**WHAT YOU SHOULD DO:** In the data below, find each line containing the string "textBaseline" and return it.

RECORDS SHOWN Block Start

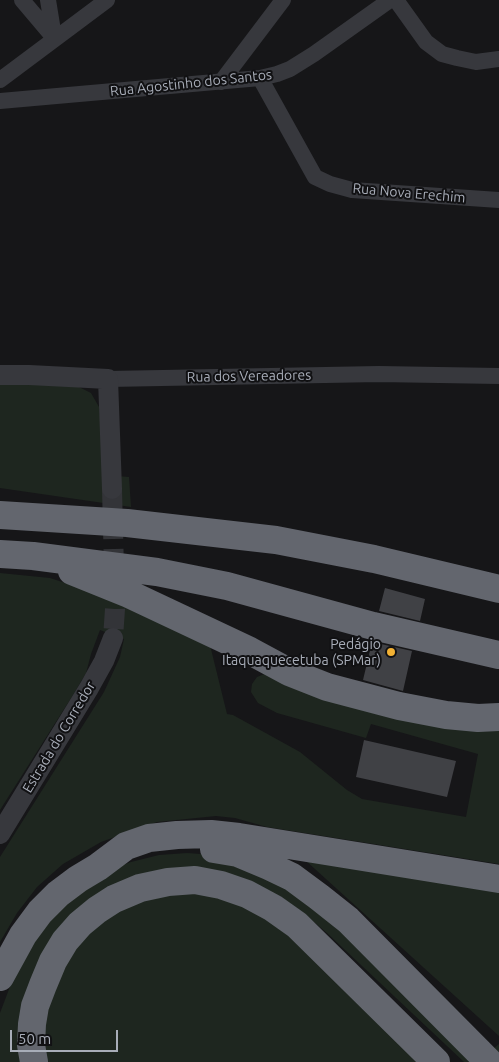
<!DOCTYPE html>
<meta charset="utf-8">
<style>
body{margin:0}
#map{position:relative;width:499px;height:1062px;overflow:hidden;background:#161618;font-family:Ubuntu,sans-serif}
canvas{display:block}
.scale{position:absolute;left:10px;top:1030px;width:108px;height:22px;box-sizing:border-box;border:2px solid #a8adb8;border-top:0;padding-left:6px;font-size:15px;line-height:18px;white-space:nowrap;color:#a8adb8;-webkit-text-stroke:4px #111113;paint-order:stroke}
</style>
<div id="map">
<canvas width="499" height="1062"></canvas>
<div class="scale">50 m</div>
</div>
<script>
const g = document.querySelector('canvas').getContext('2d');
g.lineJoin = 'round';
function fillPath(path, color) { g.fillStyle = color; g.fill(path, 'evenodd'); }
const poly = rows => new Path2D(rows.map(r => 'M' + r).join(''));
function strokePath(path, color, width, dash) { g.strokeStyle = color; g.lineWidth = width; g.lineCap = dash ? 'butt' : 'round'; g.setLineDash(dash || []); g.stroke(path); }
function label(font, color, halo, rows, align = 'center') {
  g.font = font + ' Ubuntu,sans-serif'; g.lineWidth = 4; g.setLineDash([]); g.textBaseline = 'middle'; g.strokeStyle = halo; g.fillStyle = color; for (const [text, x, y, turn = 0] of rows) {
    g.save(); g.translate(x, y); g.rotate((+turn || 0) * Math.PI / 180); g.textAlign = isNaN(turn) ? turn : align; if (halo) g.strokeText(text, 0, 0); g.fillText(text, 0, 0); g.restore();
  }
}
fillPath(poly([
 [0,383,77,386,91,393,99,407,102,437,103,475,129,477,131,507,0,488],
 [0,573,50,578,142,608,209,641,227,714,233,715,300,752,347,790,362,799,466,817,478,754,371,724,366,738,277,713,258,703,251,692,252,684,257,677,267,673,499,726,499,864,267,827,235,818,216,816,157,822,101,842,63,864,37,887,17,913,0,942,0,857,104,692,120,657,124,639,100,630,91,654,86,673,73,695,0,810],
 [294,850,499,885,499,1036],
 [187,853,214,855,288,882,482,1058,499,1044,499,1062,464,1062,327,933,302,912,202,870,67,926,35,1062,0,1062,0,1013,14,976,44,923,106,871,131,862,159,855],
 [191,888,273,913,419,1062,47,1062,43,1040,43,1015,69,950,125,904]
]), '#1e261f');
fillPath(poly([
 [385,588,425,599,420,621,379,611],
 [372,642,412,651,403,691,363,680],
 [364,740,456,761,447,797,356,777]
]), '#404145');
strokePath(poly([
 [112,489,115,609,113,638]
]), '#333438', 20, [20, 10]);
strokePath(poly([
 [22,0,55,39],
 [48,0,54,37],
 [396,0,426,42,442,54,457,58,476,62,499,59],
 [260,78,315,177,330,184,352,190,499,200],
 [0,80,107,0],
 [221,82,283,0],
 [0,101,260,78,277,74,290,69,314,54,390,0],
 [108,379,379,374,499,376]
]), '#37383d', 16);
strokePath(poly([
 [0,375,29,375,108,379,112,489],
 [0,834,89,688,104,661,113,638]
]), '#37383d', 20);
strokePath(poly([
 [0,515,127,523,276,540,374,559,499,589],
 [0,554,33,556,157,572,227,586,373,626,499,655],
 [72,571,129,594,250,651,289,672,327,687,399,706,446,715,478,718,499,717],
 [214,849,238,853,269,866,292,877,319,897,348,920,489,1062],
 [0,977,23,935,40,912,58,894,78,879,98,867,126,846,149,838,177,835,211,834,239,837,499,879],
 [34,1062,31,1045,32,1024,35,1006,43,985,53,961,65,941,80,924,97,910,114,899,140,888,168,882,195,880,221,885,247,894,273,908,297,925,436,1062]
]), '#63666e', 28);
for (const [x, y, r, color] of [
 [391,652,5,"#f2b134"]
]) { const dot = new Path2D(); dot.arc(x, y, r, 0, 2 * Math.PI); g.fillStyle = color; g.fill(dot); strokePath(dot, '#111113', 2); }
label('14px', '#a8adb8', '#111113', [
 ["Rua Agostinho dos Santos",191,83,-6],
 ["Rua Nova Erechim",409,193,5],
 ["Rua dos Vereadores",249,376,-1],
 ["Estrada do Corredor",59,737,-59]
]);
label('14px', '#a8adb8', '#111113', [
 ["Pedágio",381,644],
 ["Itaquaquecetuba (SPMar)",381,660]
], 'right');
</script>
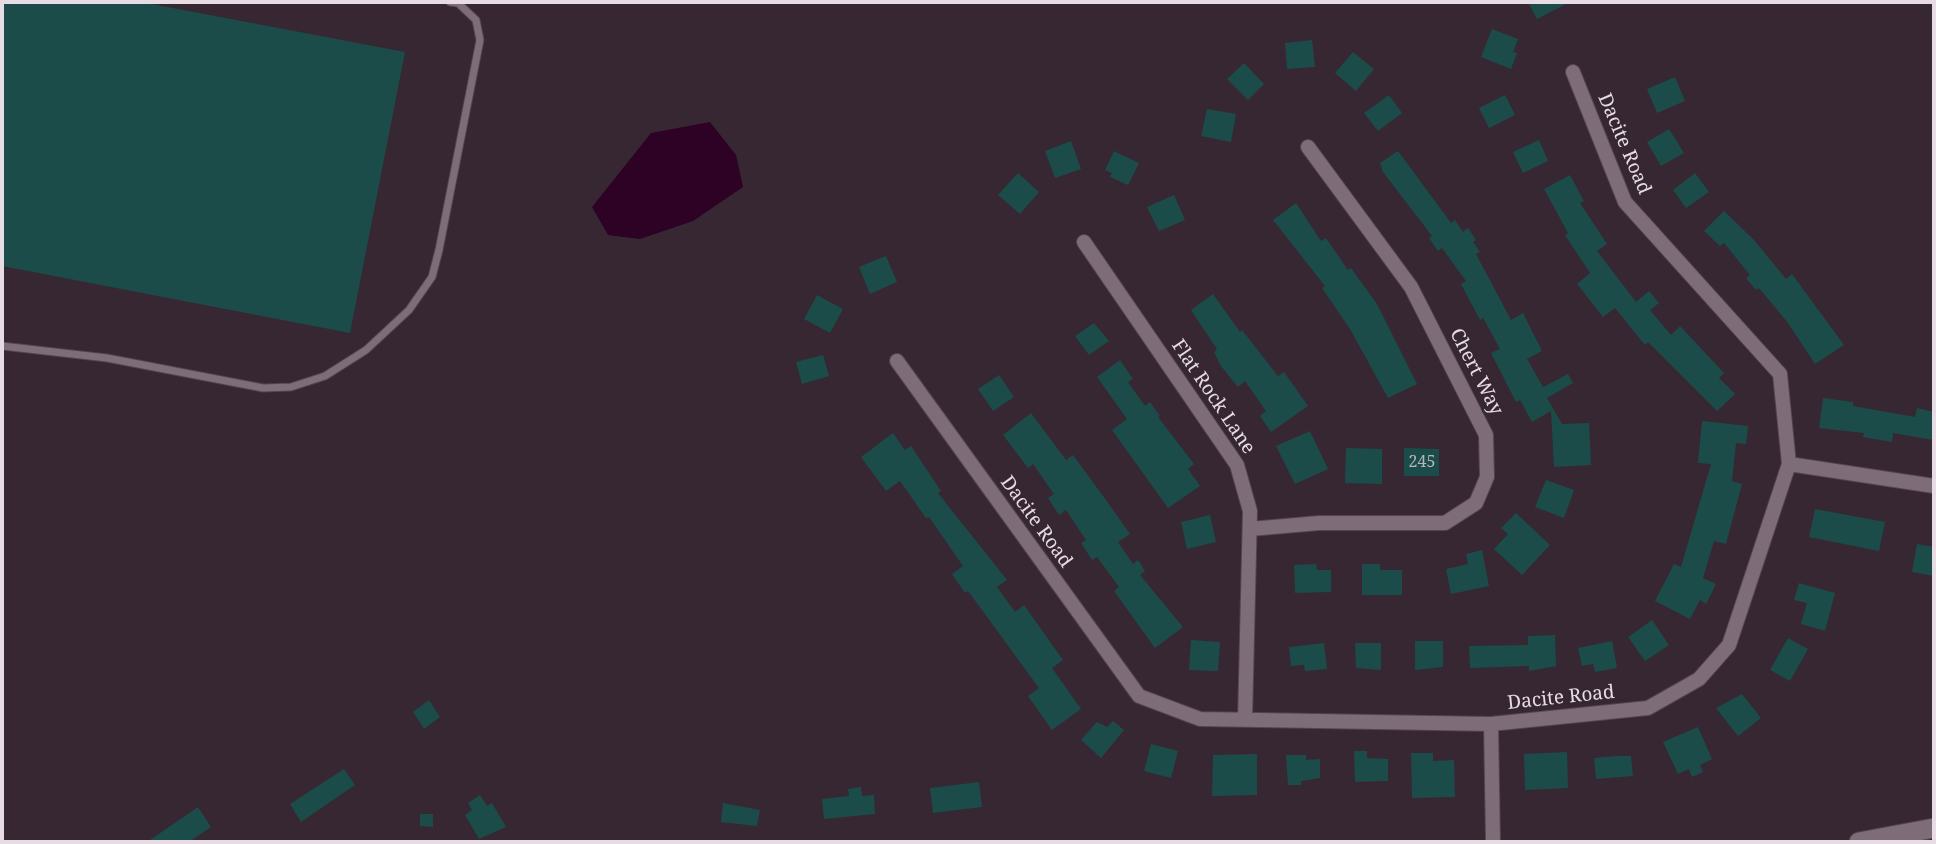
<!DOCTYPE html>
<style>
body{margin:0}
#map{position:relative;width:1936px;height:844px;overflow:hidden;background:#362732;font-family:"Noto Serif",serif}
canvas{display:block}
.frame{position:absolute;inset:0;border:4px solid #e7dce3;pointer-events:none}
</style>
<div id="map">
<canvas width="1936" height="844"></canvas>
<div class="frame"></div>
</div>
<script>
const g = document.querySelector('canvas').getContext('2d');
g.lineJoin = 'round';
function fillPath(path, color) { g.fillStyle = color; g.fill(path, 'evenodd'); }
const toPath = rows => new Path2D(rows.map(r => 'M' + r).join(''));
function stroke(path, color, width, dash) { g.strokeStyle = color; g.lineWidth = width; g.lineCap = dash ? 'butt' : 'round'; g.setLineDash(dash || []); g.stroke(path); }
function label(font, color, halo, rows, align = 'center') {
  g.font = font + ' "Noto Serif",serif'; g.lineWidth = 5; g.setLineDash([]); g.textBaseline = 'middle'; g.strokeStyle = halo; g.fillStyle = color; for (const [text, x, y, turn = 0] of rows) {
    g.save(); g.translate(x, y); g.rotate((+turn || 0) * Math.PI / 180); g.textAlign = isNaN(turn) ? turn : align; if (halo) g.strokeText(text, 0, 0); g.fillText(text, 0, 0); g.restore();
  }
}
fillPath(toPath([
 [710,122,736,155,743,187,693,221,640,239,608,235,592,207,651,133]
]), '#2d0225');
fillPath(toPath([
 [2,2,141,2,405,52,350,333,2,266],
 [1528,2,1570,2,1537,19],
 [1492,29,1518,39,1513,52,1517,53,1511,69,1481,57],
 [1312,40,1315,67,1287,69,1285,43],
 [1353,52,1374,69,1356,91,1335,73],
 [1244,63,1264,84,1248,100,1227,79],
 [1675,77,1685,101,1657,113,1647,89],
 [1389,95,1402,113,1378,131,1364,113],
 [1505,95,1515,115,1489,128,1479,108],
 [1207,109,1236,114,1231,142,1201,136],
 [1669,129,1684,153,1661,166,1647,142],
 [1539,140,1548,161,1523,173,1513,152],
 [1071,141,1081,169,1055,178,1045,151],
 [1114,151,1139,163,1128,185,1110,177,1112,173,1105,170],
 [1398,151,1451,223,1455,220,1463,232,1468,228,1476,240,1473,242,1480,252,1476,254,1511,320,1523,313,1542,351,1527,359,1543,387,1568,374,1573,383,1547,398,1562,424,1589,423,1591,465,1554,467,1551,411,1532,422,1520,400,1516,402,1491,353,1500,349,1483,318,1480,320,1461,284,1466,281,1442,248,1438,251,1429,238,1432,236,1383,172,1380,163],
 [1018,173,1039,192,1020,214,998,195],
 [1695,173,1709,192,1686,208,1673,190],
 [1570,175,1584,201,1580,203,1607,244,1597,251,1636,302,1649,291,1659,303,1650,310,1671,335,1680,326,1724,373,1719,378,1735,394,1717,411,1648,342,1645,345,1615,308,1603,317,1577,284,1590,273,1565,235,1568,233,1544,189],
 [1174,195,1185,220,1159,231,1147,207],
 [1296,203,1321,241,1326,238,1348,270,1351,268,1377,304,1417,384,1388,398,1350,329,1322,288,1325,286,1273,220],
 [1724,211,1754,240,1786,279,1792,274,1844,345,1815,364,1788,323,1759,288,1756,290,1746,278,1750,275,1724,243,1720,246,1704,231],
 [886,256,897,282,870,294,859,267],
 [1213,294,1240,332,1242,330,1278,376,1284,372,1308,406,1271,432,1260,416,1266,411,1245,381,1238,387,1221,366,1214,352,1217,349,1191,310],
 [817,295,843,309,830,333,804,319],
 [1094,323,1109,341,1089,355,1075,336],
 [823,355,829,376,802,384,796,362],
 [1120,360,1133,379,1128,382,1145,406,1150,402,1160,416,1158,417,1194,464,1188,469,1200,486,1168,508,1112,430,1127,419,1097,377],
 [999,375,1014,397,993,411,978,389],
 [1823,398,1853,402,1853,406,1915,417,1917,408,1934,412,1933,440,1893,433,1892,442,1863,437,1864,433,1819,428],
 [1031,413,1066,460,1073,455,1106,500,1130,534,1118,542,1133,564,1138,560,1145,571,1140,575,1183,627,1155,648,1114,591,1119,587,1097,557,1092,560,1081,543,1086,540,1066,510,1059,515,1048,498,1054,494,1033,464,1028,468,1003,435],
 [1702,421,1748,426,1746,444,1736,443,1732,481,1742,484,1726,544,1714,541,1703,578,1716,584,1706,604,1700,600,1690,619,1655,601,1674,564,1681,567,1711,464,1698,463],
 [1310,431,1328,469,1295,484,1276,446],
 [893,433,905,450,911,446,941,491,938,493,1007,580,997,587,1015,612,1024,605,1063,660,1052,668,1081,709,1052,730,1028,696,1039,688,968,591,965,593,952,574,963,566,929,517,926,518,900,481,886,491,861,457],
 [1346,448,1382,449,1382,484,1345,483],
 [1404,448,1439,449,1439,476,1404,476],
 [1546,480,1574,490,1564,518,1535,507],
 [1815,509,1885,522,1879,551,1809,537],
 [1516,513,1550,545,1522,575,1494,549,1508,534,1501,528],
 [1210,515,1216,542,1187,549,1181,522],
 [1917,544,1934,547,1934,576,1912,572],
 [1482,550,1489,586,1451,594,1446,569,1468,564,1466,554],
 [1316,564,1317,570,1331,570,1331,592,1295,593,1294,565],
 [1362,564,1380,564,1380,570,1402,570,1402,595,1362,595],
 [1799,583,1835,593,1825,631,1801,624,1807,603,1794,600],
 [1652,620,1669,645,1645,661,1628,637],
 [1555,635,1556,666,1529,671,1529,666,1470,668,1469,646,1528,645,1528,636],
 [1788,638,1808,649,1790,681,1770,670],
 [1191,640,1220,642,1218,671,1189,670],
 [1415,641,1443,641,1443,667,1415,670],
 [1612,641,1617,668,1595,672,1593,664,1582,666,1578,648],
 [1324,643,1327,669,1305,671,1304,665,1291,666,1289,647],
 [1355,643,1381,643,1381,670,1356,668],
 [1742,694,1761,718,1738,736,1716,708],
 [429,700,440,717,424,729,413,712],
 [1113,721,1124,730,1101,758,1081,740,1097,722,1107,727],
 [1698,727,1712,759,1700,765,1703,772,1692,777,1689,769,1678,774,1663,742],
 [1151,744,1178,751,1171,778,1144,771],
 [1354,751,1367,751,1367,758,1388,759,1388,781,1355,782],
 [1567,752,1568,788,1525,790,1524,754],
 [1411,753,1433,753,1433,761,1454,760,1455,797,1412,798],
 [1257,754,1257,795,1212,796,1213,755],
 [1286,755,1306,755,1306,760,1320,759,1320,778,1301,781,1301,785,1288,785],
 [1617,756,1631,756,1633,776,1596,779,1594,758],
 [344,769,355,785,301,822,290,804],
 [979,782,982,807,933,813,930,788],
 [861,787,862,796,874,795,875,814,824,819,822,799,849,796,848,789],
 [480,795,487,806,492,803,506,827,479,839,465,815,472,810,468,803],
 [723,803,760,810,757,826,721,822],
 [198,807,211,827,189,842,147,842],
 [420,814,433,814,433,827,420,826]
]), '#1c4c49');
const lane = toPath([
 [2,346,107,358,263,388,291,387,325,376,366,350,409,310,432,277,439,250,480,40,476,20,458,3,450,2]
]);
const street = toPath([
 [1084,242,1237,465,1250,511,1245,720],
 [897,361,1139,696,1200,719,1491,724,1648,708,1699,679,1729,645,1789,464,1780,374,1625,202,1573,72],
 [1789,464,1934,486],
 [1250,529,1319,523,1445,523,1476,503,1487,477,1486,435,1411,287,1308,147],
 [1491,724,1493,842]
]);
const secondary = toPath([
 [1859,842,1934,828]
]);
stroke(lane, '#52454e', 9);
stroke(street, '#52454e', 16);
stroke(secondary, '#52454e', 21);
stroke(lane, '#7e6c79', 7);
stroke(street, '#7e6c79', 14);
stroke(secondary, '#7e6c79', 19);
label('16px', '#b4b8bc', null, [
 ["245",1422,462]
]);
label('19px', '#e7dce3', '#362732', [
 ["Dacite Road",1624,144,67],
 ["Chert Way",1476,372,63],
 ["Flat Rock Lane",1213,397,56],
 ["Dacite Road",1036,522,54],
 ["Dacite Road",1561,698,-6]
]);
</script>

RECORDS SHOWN Block End

**RESULT:**
  g.font = font + ' Ubuntu,sans-serif'; g.lineWidth = 4; g.setLineDash([]); g.textBaseline = 'middle'; g.strokeStyle = halo; g.fillStyle = color; for (const [text, x, y, turn = 0] of rows) {
  g.font = font + ' "Noto Serif",serif'; g.lineWidth = 5; g.setLineDash([]); g.textBaseline = 'middle'; g.strokeStyle = halo; g.fillStyle = color; for (const [text, x, y, turn = 0] of rows) {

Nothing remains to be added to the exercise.